> [Aim of the exercise] Every line in the listing below that holds the word "positions" should be returned.
□ □ □ □
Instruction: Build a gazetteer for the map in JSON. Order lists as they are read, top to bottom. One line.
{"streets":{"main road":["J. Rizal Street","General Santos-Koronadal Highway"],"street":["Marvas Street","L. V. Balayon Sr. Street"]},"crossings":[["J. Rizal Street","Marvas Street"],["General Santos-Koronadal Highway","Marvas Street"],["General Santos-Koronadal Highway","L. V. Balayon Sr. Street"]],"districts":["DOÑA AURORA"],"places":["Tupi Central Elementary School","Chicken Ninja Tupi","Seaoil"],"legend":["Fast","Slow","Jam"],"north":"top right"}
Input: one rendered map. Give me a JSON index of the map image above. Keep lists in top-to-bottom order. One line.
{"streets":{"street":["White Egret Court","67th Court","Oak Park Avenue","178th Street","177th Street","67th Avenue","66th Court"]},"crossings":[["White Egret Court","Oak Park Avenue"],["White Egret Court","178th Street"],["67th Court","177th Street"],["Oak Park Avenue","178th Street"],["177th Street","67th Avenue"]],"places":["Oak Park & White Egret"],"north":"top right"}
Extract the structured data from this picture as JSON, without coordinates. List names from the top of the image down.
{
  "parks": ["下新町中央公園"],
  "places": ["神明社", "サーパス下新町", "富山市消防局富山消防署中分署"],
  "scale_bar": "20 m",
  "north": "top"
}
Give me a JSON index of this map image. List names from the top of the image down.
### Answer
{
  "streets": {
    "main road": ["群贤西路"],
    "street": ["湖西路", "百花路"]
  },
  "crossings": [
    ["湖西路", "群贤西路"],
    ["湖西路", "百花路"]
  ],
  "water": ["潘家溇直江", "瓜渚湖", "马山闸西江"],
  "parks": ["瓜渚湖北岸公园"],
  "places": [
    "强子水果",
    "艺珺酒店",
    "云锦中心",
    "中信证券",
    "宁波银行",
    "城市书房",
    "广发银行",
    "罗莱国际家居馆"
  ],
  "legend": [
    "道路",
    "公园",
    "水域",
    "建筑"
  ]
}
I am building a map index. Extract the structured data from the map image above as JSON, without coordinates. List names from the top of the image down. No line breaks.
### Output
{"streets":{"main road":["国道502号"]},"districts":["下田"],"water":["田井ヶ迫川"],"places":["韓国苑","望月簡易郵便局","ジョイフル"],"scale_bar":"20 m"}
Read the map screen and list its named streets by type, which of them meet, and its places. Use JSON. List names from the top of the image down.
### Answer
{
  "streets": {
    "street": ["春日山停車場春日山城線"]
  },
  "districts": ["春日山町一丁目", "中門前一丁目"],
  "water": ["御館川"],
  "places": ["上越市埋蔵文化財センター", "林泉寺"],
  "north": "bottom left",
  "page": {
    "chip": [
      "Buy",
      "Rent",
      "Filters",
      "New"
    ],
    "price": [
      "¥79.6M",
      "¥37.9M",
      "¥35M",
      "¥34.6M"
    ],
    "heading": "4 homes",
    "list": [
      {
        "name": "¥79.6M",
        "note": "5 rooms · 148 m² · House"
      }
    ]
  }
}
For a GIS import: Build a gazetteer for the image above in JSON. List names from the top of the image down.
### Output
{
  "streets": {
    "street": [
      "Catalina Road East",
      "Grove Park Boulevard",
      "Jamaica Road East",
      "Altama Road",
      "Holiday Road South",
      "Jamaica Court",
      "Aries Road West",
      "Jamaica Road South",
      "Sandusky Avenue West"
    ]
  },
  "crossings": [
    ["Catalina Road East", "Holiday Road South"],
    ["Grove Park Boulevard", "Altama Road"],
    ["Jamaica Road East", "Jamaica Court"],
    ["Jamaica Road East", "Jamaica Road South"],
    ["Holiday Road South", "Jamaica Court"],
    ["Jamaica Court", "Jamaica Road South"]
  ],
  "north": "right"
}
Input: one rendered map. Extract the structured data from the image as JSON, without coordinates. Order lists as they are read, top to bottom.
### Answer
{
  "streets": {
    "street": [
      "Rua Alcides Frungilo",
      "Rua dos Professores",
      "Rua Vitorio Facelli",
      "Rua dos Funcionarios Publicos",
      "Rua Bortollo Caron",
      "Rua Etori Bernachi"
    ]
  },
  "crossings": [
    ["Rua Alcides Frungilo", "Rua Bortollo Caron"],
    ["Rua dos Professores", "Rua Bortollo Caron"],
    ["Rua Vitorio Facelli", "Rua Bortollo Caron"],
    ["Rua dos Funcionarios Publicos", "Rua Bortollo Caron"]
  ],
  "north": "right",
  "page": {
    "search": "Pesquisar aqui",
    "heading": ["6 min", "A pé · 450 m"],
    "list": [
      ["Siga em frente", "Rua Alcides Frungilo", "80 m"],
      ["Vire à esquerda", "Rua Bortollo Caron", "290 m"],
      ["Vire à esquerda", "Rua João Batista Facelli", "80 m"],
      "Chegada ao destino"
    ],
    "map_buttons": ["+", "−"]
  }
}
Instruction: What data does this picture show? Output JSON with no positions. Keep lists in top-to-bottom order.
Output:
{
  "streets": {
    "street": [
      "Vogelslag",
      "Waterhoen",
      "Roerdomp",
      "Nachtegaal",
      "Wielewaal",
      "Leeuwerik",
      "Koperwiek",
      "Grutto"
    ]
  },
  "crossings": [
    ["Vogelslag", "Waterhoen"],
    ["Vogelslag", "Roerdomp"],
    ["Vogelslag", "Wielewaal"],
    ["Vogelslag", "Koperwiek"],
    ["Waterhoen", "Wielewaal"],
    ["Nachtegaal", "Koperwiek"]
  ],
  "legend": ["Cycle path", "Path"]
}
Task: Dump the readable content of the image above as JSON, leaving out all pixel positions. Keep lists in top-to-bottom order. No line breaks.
□ □ □ □
> [Response area]
Instruction: What data does this picture show? Output JSON with no positions. Keep lists in top-to-bottom order.
Task: Dump the readable content of the image above as JSON, leaving out all pixel positions. Keep lists in top-to-bottom order. No line breaks.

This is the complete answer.